DATA TO USE: Begin

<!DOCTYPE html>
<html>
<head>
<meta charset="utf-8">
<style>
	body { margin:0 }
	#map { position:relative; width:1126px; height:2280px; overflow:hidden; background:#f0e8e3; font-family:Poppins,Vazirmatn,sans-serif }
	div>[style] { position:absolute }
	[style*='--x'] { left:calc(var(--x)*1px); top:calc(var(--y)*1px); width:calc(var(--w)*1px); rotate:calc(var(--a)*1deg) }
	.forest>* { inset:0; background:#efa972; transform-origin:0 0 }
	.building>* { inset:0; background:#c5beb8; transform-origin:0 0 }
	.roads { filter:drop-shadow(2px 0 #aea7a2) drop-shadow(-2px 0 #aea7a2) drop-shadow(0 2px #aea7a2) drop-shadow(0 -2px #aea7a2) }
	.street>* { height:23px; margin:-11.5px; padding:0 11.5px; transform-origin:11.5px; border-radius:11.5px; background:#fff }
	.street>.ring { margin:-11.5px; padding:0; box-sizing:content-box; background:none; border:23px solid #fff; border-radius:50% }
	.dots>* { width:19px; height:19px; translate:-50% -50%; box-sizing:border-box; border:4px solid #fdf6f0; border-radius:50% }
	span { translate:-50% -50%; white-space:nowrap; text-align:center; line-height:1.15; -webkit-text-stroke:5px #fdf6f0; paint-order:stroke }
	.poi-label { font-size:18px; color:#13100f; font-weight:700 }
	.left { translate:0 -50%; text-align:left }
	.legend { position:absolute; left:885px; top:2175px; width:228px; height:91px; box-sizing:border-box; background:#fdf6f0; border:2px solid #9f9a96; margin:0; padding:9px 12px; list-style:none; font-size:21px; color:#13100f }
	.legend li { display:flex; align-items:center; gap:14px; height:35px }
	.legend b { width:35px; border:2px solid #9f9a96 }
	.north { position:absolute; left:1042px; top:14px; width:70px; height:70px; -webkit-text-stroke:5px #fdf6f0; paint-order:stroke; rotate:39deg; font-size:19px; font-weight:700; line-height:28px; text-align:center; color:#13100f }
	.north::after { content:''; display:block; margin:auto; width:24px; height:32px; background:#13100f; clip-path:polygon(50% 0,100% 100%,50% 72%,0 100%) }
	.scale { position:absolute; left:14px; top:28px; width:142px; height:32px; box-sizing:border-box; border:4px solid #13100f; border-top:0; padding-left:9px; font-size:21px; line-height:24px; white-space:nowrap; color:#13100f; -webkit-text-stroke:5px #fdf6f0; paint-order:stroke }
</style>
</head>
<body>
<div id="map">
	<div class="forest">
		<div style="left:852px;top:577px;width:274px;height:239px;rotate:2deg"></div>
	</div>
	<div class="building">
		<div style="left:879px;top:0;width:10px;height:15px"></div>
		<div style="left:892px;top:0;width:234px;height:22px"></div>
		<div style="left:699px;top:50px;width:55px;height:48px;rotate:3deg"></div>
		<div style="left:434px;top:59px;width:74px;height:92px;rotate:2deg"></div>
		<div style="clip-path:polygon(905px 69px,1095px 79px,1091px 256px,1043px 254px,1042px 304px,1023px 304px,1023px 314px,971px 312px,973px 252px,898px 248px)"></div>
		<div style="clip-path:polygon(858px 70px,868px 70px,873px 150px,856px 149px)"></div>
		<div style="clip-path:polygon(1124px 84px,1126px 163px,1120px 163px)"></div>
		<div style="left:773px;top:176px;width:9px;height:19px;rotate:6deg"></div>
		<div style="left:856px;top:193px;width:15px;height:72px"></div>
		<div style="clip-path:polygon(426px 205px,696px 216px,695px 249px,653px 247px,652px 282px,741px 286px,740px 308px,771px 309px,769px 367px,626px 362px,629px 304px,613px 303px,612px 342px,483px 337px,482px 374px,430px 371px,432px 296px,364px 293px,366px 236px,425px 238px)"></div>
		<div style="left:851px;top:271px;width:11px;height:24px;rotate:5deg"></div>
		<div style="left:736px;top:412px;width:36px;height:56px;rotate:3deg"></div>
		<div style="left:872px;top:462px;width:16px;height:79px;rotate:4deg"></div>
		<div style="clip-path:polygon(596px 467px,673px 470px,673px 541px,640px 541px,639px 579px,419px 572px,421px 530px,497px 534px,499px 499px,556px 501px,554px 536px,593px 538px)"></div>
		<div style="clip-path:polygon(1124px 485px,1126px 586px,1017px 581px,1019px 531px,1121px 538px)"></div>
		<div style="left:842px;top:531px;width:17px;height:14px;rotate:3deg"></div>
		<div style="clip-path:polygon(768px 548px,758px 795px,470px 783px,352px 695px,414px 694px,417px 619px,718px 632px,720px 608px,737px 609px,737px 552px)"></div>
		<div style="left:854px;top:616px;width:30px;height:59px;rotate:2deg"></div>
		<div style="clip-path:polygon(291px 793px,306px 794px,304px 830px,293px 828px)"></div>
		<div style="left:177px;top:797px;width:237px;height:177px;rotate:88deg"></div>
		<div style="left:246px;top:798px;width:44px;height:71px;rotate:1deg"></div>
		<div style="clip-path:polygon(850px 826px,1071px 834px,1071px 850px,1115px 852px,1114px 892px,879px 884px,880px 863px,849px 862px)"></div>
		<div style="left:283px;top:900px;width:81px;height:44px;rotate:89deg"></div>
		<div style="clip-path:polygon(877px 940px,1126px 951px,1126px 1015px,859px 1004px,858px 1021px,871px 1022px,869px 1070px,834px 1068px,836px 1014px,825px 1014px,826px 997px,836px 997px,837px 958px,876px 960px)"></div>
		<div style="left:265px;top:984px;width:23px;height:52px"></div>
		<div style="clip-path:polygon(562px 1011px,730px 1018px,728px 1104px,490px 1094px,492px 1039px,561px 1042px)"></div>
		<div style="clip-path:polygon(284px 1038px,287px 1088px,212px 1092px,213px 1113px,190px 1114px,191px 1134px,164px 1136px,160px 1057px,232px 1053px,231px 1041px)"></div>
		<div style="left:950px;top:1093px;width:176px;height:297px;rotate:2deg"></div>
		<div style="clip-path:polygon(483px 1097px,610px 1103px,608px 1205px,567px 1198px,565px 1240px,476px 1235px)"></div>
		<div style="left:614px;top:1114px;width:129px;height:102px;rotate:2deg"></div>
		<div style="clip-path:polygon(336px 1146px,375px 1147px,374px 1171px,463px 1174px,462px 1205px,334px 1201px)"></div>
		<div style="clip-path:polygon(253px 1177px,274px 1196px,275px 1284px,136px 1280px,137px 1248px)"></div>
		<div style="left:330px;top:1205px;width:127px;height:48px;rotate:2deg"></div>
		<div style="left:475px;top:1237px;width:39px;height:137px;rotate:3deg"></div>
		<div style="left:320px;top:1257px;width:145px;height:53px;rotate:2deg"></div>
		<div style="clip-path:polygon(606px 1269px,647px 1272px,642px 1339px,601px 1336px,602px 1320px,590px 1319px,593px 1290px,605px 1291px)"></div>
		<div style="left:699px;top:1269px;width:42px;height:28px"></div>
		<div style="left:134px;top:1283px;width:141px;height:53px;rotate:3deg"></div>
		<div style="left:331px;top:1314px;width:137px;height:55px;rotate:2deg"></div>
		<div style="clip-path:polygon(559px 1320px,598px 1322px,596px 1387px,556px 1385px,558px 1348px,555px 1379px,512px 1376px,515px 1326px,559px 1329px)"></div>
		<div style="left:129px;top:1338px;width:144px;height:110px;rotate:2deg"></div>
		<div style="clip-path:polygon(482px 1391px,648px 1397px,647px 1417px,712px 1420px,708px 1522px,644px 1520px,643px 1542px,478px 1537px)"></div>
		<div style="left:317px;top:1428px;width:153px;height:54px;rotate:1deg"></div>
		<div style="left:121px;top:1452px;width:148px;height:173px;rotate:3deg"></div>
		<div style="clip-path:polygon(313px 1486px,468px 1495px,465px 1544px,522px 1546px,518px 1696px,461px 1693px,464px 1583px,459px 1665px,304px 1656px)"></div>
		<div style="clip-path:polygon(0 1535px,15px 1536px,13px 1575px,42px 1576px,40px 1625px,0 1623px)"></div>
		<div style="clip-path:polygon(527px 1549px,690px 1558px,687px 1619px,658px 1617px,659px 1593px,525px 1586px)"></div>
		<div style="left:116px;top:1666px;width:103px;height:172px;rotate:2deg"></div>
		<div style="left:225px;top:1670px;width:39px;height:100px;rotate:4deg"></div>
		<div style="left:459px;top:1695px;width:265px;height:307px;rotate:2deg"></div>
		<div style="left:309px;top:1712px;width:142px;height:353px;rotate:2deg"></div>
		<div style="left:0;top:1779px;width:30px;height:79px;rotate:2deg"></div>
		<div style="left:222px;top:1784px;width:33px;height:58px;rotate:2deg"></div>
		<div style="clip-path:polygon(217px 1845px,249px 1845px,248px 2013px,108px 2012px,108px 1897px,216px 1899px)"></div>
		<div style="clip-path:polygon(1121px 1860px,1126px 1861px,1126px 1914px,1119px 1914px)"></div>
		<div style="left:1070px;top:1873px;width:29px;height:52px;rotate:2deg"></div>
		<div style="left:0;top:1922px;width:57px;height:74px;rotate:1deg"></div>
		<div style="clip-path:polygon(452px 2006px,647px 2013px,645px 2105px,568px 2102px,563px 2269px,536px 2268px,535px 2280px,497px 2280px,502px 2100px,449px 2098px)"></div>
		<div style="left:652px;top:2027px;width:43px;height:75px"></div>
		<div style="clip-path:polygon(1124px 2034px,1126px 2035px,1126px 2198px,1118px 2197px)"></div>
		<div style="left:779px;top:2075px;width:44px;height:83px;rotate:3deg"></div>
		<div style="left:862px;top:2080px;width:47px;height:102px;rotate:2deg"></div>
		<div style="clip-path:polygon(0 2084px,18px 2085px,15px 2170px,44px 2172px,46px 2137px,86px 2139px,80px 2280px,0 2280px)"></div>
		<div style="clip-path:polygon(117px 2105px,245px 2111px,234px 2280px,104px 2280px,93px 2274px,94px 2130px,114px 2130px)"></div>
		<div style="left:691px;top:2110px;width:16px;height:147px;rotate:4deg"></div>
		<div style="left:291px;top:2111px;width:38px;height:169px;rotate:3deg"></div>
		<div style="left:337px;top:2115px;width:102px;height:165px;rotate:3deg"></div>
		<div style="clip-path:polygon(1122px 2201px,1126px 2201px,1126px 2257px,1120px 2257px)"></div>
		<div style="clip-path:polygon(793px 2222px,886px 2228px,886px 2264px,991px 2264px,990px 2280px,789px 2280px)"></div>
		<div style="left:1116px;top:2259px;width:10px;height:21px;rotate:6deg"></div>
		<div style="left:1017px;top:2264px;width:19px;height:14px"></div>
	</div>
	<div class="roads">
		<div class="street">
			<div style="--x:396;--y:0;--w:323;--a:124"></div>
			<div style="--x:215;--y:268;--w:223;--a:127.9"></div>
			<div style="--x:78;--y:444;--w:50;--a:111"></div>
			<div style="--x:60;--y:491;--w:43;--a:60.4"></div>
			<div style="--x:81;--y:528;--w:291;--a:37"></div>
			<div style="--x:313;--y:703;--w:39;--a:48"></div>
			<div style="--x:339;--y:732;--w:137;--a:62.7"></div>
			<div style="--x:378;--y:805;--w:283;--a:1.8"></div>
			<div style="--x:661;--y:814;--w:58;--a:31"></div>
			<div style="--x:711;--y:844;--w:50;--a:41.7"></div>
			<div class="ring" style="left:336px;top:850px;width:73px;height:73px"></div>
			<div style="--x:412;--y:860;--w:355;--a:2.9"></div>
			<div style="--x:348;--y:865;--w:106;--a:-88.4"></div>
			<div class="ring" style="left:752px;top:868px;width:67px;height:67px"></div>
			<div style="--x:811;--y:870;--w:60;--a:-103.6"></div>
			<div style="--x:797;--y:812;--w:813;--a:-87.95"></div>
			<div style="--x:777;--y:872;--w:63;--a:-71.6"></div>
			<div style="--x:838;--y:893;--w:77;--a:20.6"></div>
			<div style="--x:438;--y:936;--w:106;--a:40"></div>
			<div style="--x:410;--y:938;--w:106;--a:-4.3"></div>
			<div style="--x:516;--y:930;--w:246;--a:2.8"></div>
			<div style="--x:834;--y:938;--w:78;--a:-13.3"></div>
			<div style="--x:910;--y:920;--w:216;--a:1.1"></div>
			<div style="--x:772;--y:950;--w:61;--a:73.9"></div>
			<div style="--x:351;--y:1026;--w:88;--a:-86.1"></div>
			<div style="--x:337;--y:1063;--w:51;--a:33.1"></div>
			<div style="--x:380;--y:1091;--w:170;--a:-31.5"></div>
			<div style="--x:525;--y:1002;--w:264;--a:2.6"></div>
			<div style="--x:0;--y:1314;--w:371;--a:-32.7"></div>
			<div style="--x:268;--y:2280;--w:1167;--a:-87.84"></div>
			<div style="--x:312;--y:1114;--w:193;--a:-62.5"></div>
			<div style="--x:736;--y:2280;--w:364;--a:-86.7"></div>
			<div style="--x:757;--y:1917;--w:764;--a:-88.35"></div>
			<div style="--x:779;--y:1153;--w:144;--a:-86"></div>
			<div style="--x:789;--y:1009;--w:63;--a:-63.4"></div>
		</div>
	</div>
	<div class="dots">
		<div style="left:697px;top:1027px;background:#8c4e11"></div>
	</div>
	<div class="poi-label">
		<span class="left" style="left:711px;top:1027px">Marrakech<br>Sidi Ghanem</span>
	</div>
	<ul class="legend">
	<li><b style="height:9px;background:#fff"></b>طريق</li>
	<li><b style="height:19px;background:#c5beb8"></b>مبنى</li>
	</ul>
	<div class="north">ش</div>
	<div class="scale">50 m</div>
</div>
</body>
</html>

DATA TO USE: End

Every line above from the line with "inset:0; background:#efa972; transform-origin:0" to the line with "width:19px; height:19px; translate:-50%", inclusive, must be returned exactly; no other line belongs in the reply.

	.forest>* { inset:0; background:#efa972; transform-origin:0 0 }
	.building>* { inset:0; background:#c5beb8; transform-origin:0 0 }
	.roads { filter:drop-shadow(2px 0 #aea7a2) drop-shadow(-2px 0 #aea7a2) drop-shadow(0 2px #aea7a2) drop-shadow(0 -2px #aea7a2) }
	.street>* { height:23px; margin:-11.5px; padding:0 11.5px; transform-origin:11.5px; border-radius:11.5px; background:#fff }
	.street>.ring { margin:-11.5px; padding:0; box-sizing:content-box; background:none; border:23px solid #fff; border-radius:50% }
	.dots>* { width:19px; height:19px; translate:-50% -50%; box-sizing:border-box; border:4px solid #fdf6f0; border-radius:50% }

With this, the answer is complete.